### TASK REQUIREMENTS
In which lines of the data does the string "JSON" appear? Copy every one.

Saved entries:
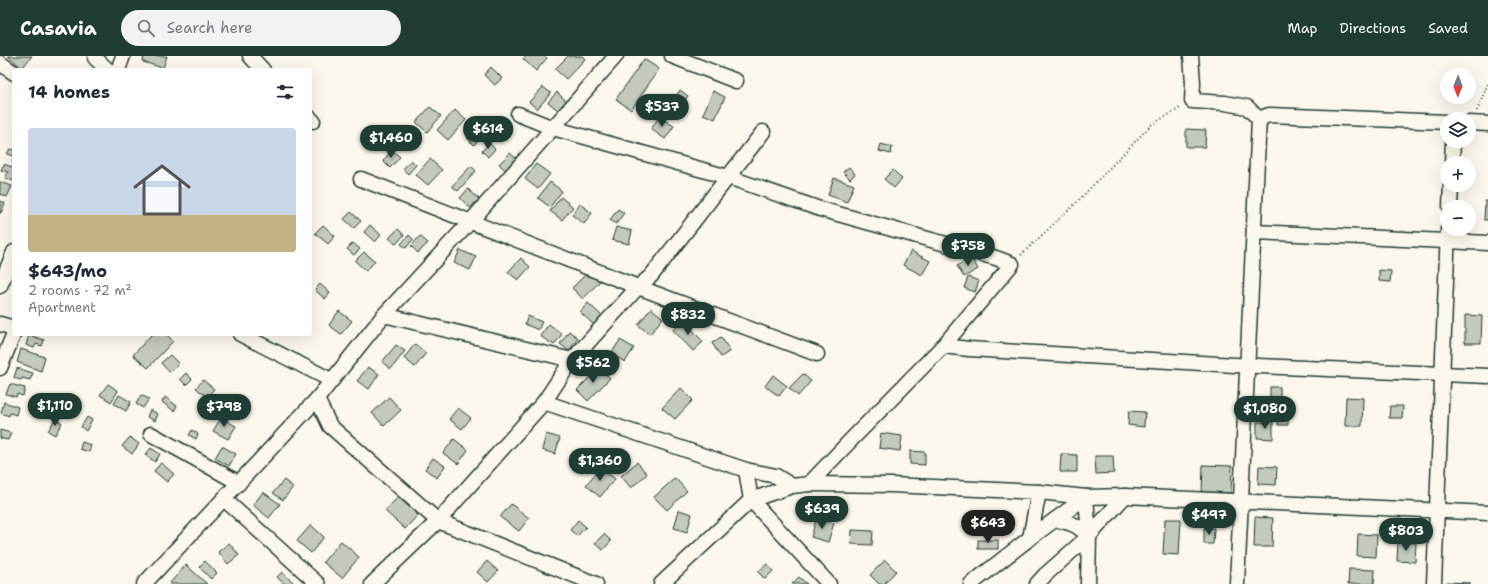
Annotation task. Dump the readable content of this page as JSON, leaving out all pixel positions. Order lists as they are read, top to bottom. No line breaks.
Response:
{"north":"bottom","page":{"header":"Casavia","search":"Search here","nav":["Map","Directions","Saved"],"map_buttons":["+","−"],"heading":"14 homes","price":["$537","$614","$1,460","$758","$832","$562","$1,110","$798","$1,080","$1,360","$639","$497","$643","$803"],"list":[{"name":"$643/mo","note":"2 rooms · 72 m² · Apartment"}]}}
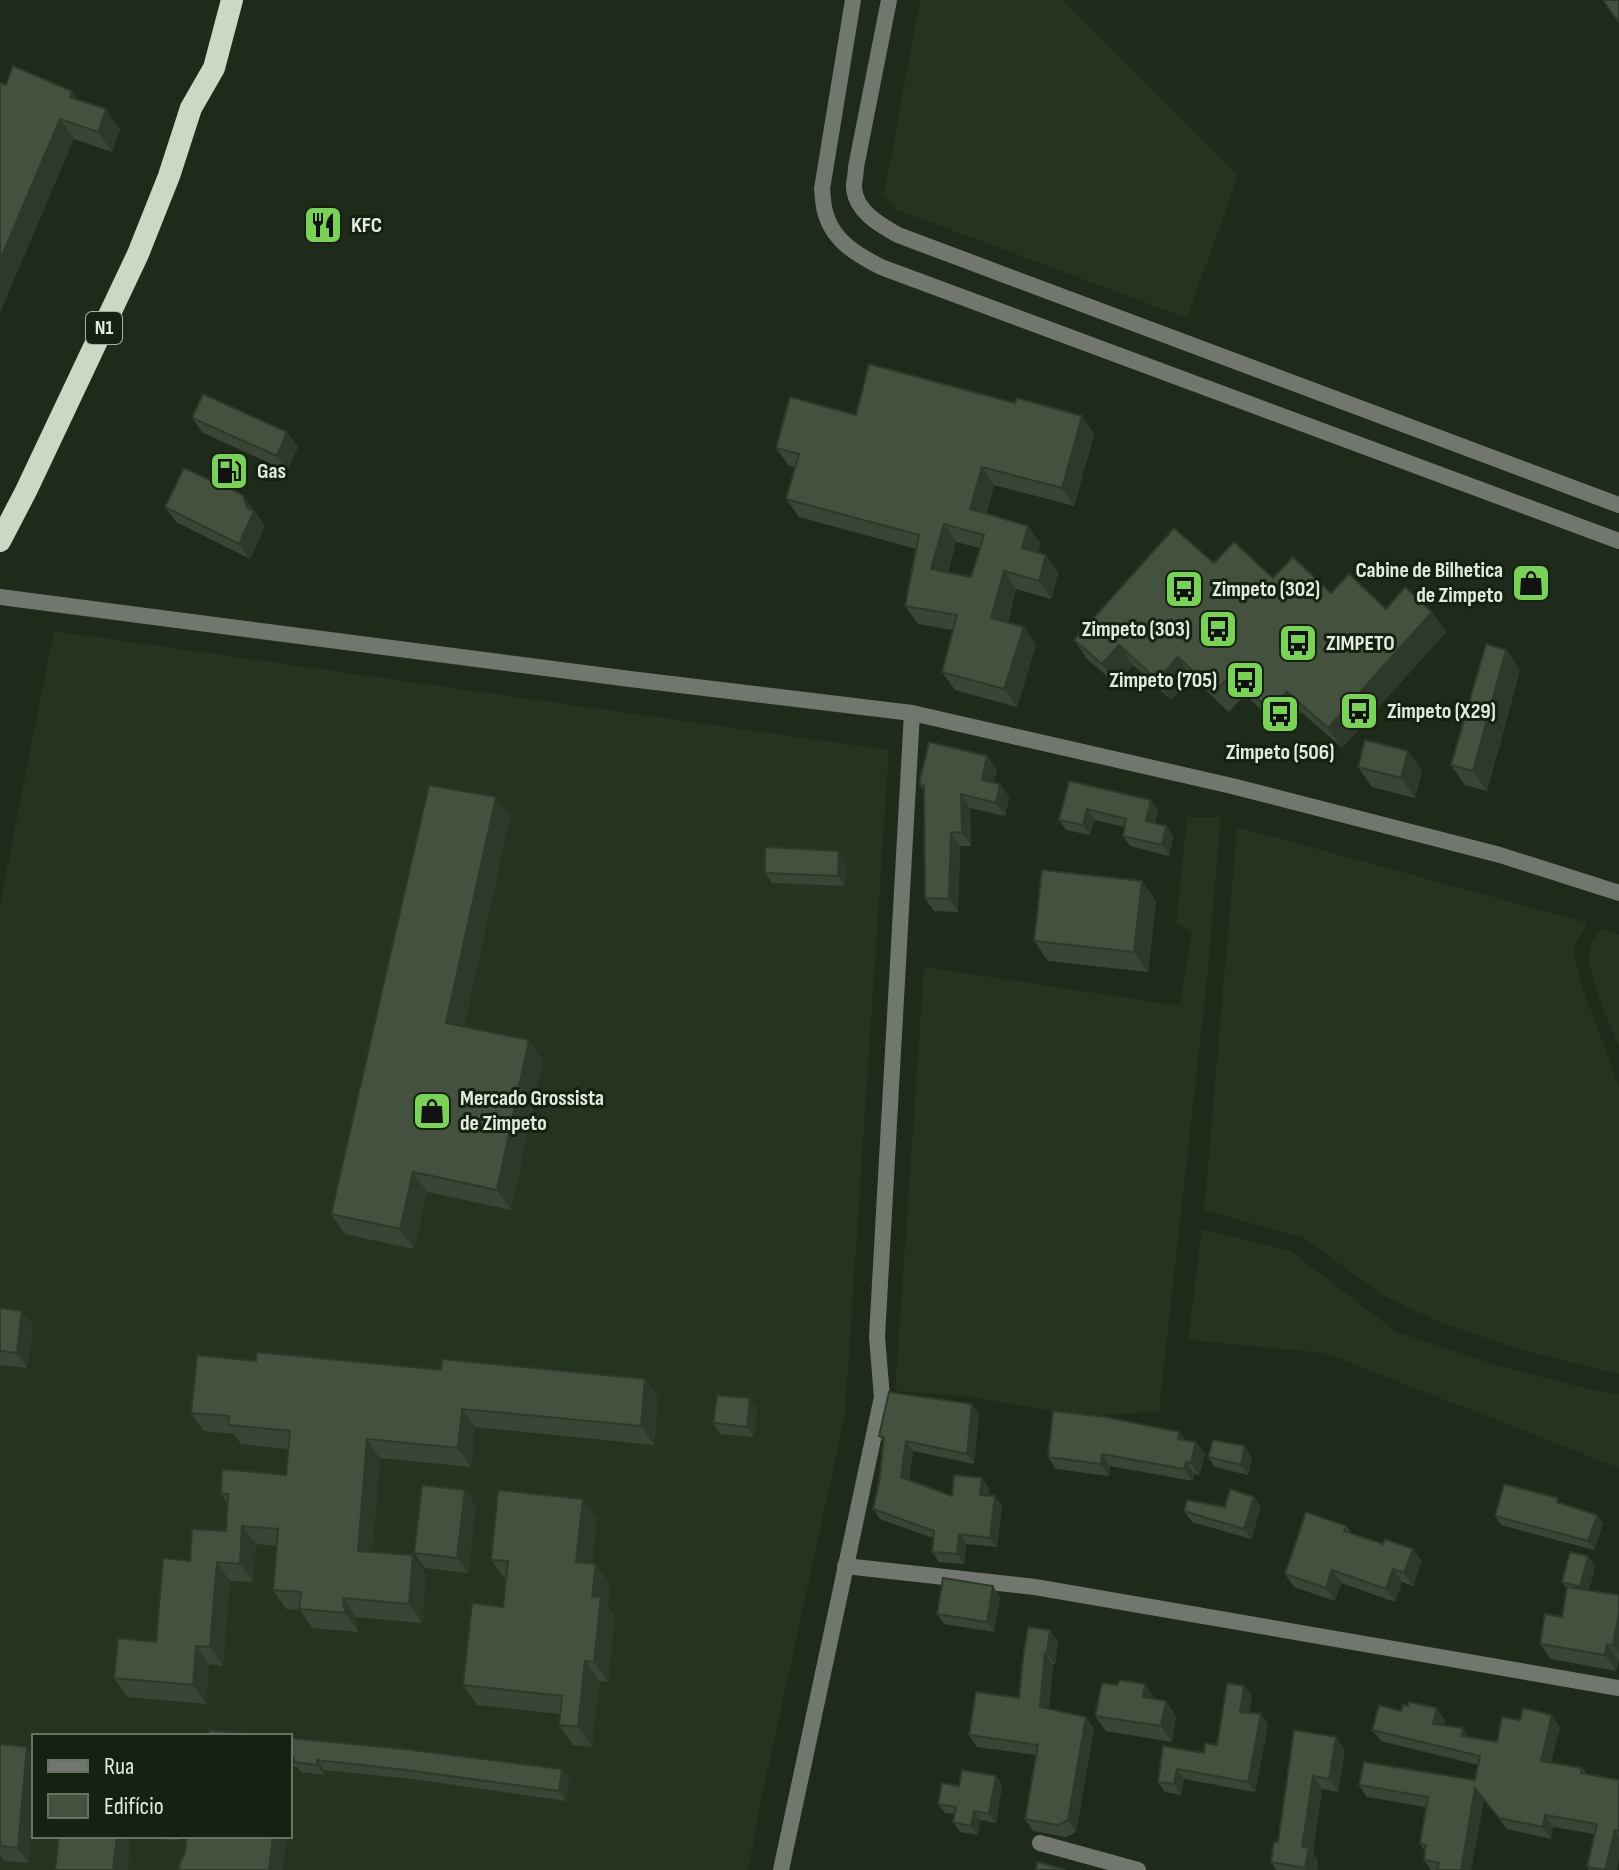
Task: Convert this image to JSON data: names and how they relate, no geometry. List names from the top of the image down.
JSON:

### OUTPUT FOR THIS EXERCISE
Annotation task. Dump the readable content of this page as JSON, leaving out all pixel positions. Order lists as they are read, top to bottom. No line breaks.
Task: Convert this image to JSON data: names and how they relate, no geometry. List names from the top of the image down.
JSON:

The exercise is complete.